Contemporaneamente a questi fatti, come si diceva, è uscito un report della Banca d’Italia da cui risulta che il 40% delle famiglie italiane che hanno un mutuo hanno difficoltà a pagarlo. Milioni di famiglie sono a rischio di perdere la casa che hanno provato a comprare, e se non hanno risorse per onorare i loro impegni si avranno anche problemi per le banche creditrici; tutto ciò ricorda sinistramente l’inizio della crisi dei subprime del 2007. Il report della Banca d’Italia ricorda anche come il reddito delle persone sia precipitato nell’ultimo periodo, ma addirittura “utilizzando come riferimento omogeneo una soglia di povertà relativa stimata sulla base dell’Indagine sui Bilanci delle Famiglie italiane (IBF) del 2016, la quota di popolazione che non ha sufficienti risorse finanziarie liquide per poter restare alla soglia di povertà per 3 mesi in assenza di altre entrate raggiunge il 55 per cento”.
Già lo psicodramma delle settimane passate sul MES ha dimostrato come troppa politica non ha assolutamente contatto con la realtà, confondendo un prestito con una ipoteca sulla propria futura politica economica (perché questo è il MES), pensando che 137 miliardi in dieci anni del Recovery Fund (la stessa quantità destinata alle infrastrutture commissariate!) ci possano salvare, mentre altri paesi, non obnubilati dall’austerità, stanno pianificando l’immissione di migliaia di miliardi nel sistema economico.

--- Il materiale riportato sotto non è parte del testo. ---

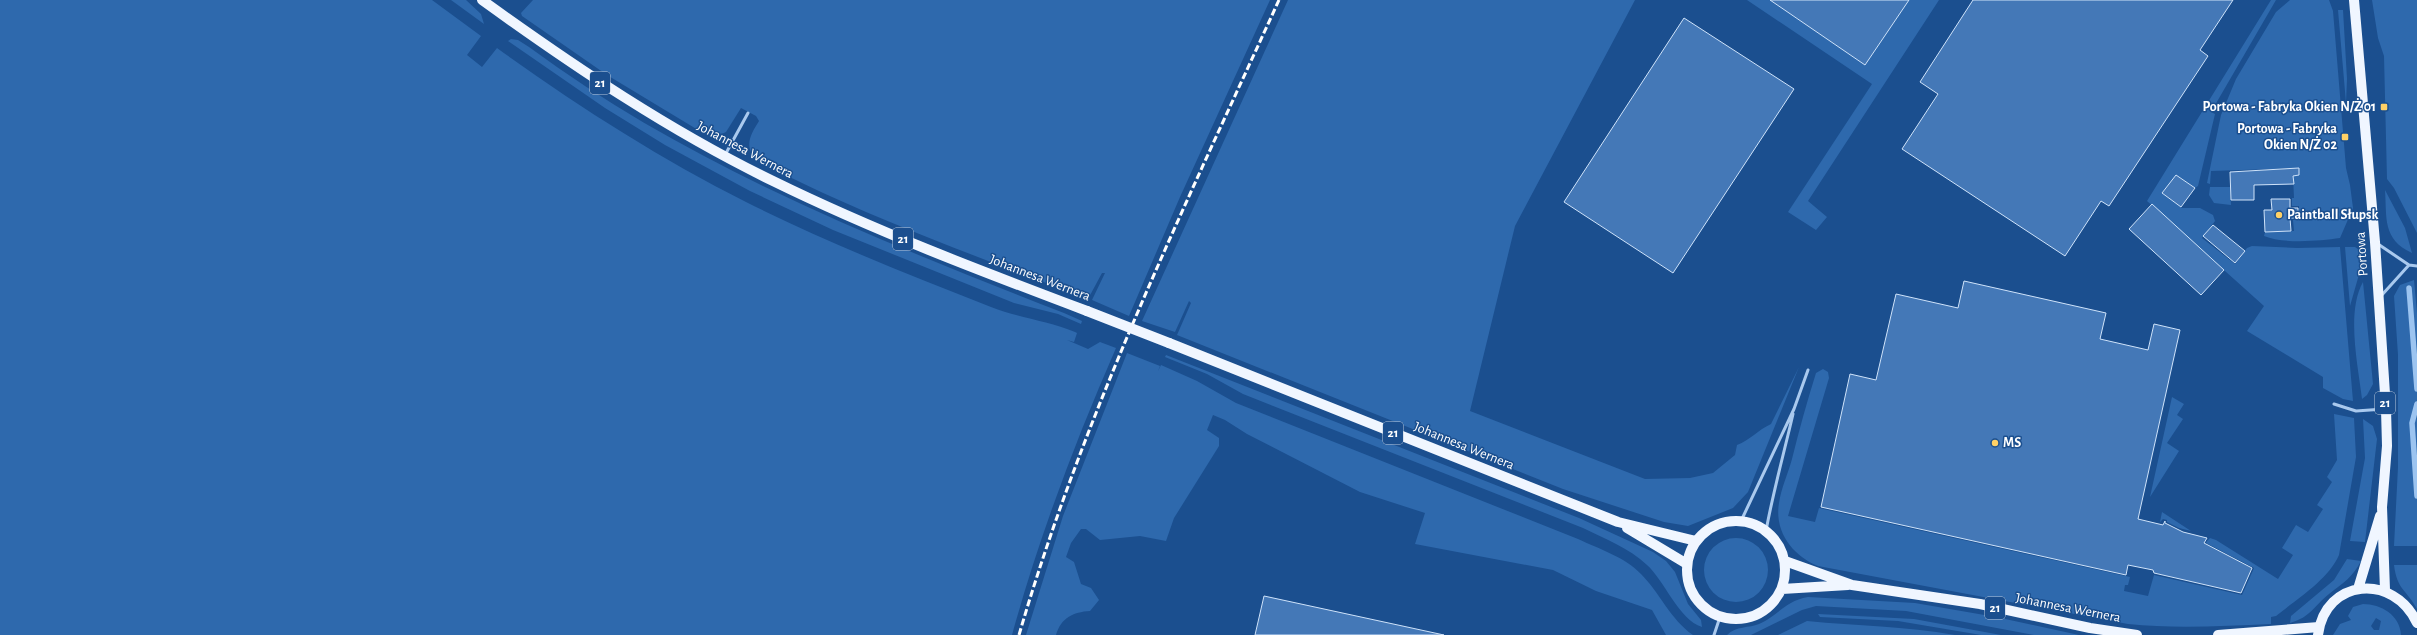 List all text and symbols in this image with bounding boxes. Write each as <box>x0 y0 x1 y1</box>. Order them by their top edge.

Come sganciato dalle reali esigenze del Paese è il piano di rilancio affidato ad un manager come Colao, con troppi conflitti di interessi per essere minimamente preso sul serio, venduto come la ricetta per ripartire. Tanto che la miglior economista di quella “squadra”, Mariana Mazzucato, ha sbattuto la porta dicendo che quella proposta è la ricetta liberista per il disastro.
In questo quadro non poteva certo mancare la sinfonia dell’attuale sindaco di Firenze, dell’ex sindaco, del candidato regionale e di tutti i maggiordomi delle grandi opere toscane e fiorentine che hanno intonato un peana di giubilo immaginando che anche i loro personali interessi fossero nell’elenco delle meraviglie partorito da Conte e la De Micheli.

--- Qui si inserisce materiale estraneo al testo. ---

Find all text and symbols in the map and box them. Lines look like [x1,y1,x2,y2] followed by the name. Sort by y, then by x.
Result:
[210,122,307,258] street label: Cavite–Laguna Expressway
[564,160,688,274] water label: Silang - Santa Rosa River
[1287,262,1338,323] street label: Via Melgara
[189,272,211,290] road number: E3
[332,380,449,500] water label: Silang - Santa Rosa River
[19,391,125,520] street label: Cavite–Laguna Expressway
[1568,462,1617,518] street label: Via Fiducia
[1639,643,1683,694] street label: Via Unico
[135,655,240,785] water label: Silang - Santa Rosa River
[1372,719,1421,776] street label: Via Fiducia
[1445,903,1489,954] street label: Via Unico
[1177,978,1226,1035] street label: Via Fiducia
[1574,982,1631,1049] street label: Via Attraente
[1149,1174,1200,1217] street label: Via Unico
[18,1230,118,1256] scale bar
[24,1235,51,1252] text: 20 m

Davanti ai possibili scenari di un futuro vicinissimo, vedere un governo che gongola perché ha trovato un accordo per sperperare oltre 130 miliardi a favore di pochissimi, lascia senza parole.
Una cittadinanza informata scenderebbe in strada, con le mascherine certamente, ma chiederebbe che la banda di pirati che ballano su un pianeta che affonda se ne andasse a casa, magari su Marte, per poter cominciare a vivere e a far vivere la Terra.